What: The research team developed the NOHARM benchmark using 100 real primary care-to-specialist consultation cases spanning 10 medical specialties, with 29 specialist physicians providing 12,747 expert annotations on whether 4,249 potential clinical actions would benefit or harm patients. Findings showed even top-performing AI models produce severely harmful recommendations in 11.8 to 14.6 cases per 100, with worst models exceeding 40 severe errors, and 76.6% of harmful errors resulting from omissions rather than inappropriate recommendations.

When: The study was announced January 2, 2026, with the NOHARM benchmark made publicly available at bench.arise-ai.org for ongoing model evaluation as new systems are released and clinical AI deployment accelerates across healthcare systems.

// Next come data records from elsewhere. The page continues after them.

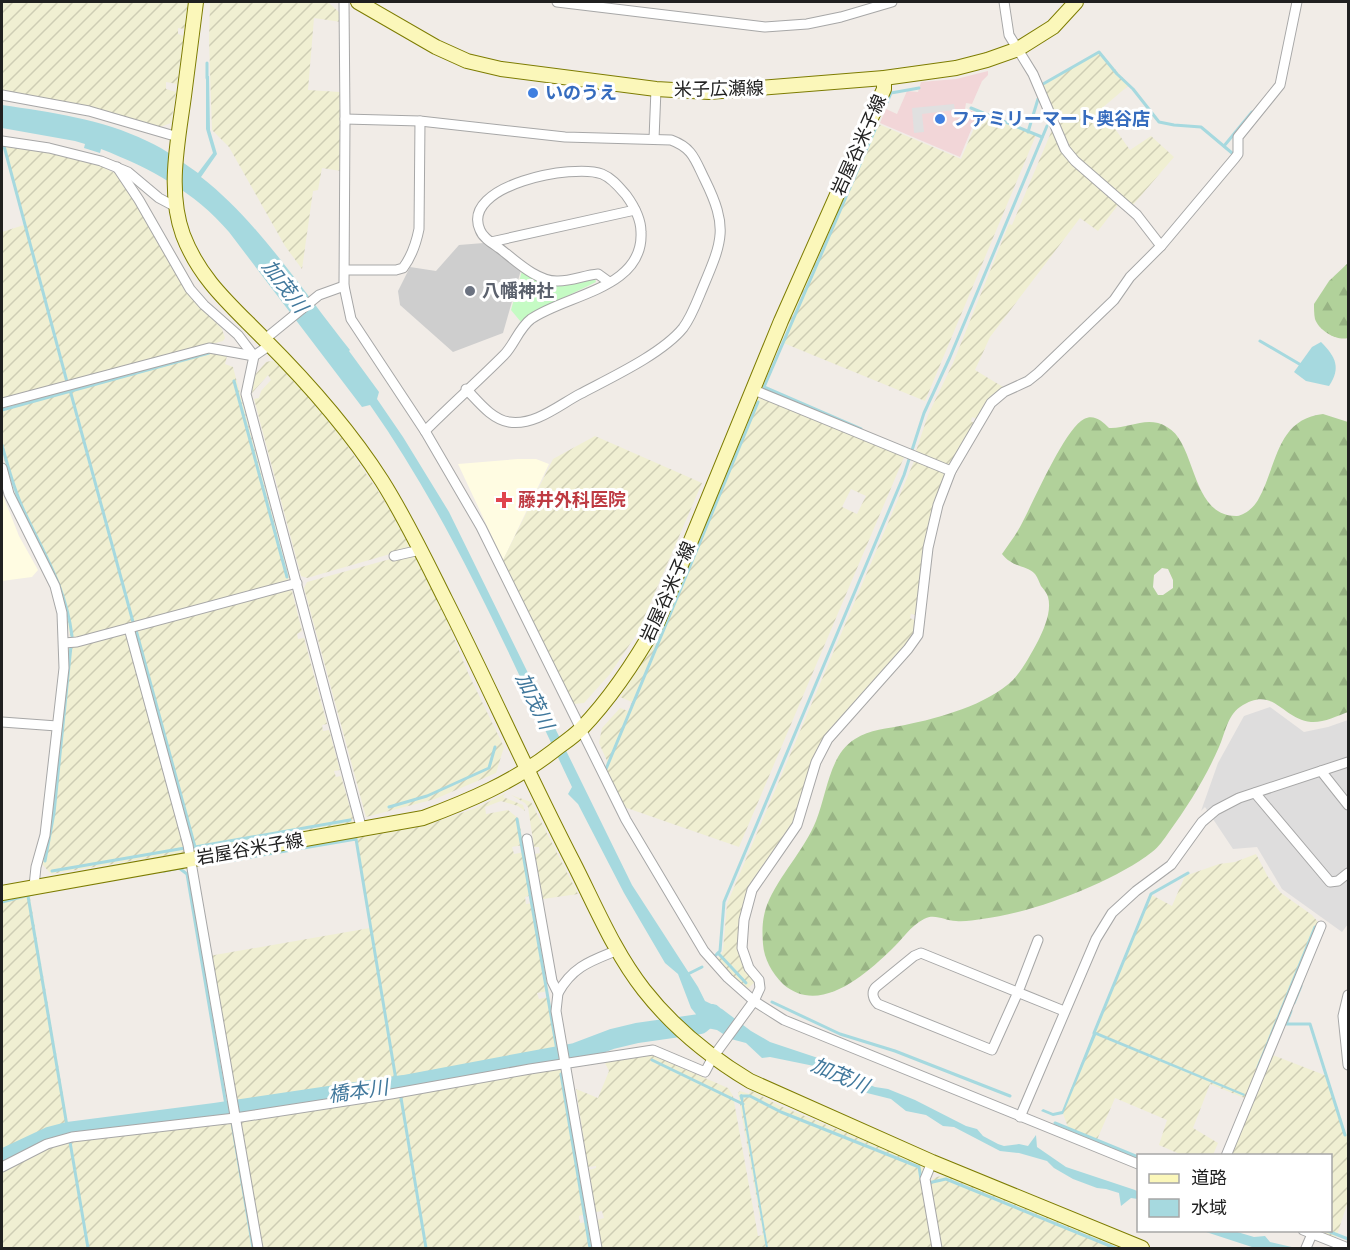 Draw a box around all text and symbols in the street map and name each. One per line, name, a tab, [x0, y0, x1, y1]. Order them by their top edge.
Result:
street label: 米子広瀬線	[674, 77, 764, 100]
place label: いのうえ	[545, 82, 617, 103]
marker: いのうえ	[526, 86, 540, 100]
street label: 岩屋谷米子線	[827, 91, 890, 198]
place label: ファミリーマート奥谷店	[952, 108, 1150, 129]
marker: ファミリーマート奥谷店	[933, 112, 947, 126]
water label: 加茂川	[257, 255, 314, 319]
place label: 八幡神社	[482, 280, 554, 301]
marker: 八幡神社	[463, 284, 477, 298]
place label: 藤井外科医院	[518, 489, 626, 510]
marker: 藤井外科医院	[495, 491, 513, 509]
street label: 岩屋谷米子線	[636, 538, 699, 645]
water label: 加茂川	[511, 669, 560, 735]
street label: 岩屋谷米子線	[195, 829, 305, 868]
water label: 加茂川	[808, 1052, 874, 1099]
water label: 橋本川	[327, 1075, 391, 1107]
legend	[1137, 1154, 1332, 1232]
text: 道路	[1191, 1167, 1227, 1188]
text: 水域	[1191, 1197, 1227, 1218]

Where: The research originated from Stanford University and Harvard Medical School, with clinical cases drawn from 16,399 real electronic consultations at Stanford Health Care, and physician evaluators representing multiple academic medical centers across the United States.

Why: With two-thirds of American physicians now using AI models in clinical practice and more than 100 million Americans receiving care from physicians who have consulted these tools, the research addresses urgent patient safety questions as these systems transition from documentation support to influencing consequential medical decisions, demonstrating that commonly-used benchmarks for AI capability do not adequately predict clinical safety performance and that multi-agent systems combining diverse models can significantly reduce patient harm.